** Source material follows **
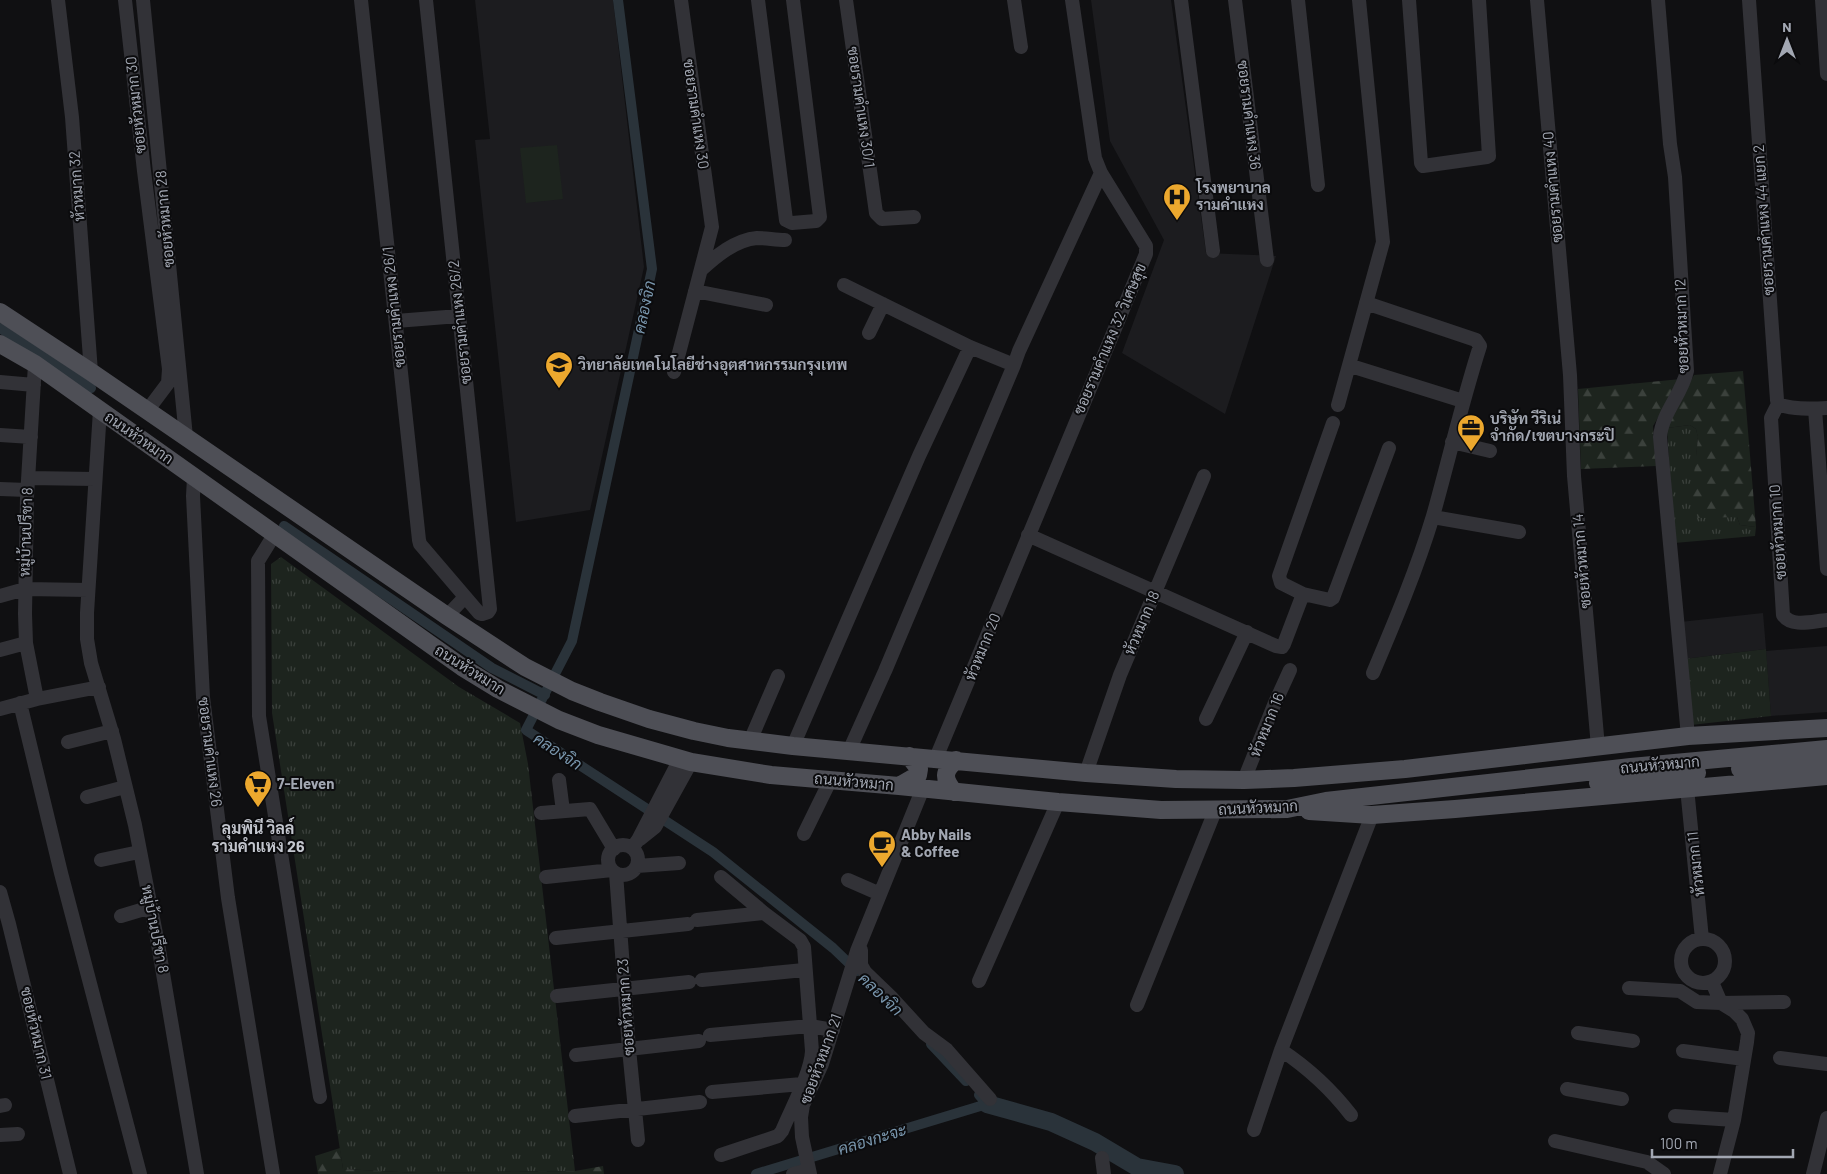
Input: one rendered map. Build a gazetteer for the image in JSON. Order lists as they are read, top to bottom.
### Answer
{
  "streets": {
    "main road": ["ถนนหัวหมาก"],
    "street": [
      "ซอยหัวหมาก 30",
      "ซอยรามคำแหง 30/1",
      "ซอยรามคำแหง 30",
      "ซอยรามคำแหง 36",
      "หัวหมาก 32",
      "ซอยรามคำแหง 40",
      "ซอยหัวหมาก 28",
      "ซอยรามคำแหง 44 แยก 2",
      "ซอยรามคำแหง 26/1",
      "ซอยรามคำแหง 26/2",
      "ซอยหัวหมาก 12",
      "ซอยรามคำแหง 32 วิเศษสุข",
      "หมู่บ้านปรีชา 8",
      "ซอยหัวหมาก 10",
      "ซอยหัวหมาก 14",
      "หัวหมาก 18",
      "หัวหมาก 20",
      "หัวหมาก 16",
      "ซอยรามคำแหง 26",
      "หัวหมาก 11",
      "ซอยหัวหมาก 23",
      "ซอยหัวหมาก 31",
      "ซอยหัวหมาก 21"
    ]
  },
  "crossings": [
    ["ซอยหัวหมาก 30", "ถนนหัวหมาก"],
    ["หัวหมาก 32", "ถนนหัวหมาก"],
    ["ซอยรามคำแหง 40", "ซอยหัวหมาก 14"],
    ["ซอยหัวหมาก 28", "ถนนหัวหมาก"],
    ["ซอยรามคำแหง 44 แยก 2", "ซอยหัวหมาก 10"],
    ["ซอยรามคำแหง 26/1", "ซอยรามคำแหง 26/2"],
    ["ซอยหัวหมาก 12", "ถนนหัวหมาก"],
    ["ซอยรามคำแหง 32 วิเศษสุข", "หัวหมาก 20"],
    ["ถนนหัวหมาก", "หมู่บ้านปรีชา 8"],
    ["ถนนหัวหมาก", "ซอยหัวหมาก 14"],
    ["ถนนหัวหมาก", "หัวหมาก 18"],
    ["ถนนหัวหมาก", "หัวหมาก 20"],
    ["ถนนหัวหมาก", "หัวหมาก 16"],
    ["ถนนหัวหมาก", "ซอยรามคำแหง 26"],
    ["ถนนหัวหมาก", "ซอยหัวหมาก 21"]
  ],
  "districts": ["ลุมพินี วิลล์ รามคำแหง 26"],
  "water": ["คลองจิก", "คลองกะจะ"],
  "places": {
    "hospital": ["โรงพยาบาล รามคำแหง"],
    "school or university": ["วิทยาลัยเทคโนโลยีช่างอุตสาหกรรมกรุงเทพ"],
    "office": ["บริษัท วีริเน่ จำกัด/เขตบางกระปิ"],
    "supermarket": ["7-Eleven"],
    "cafe": ["Abby Nails & Coffee"]
  },
  "scale_bar": "100 m",
  "north": "top"
}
** End of Source material **
Work task:
Which lines of the data hold the string "เศษส"? Return each of them.

Answer space:
      "ซอยรามคำแหง 32 วิเศษสุข",
    ["ซอยรามคำแหง 32 วิเศษสุข", "หัวหมาก 20"],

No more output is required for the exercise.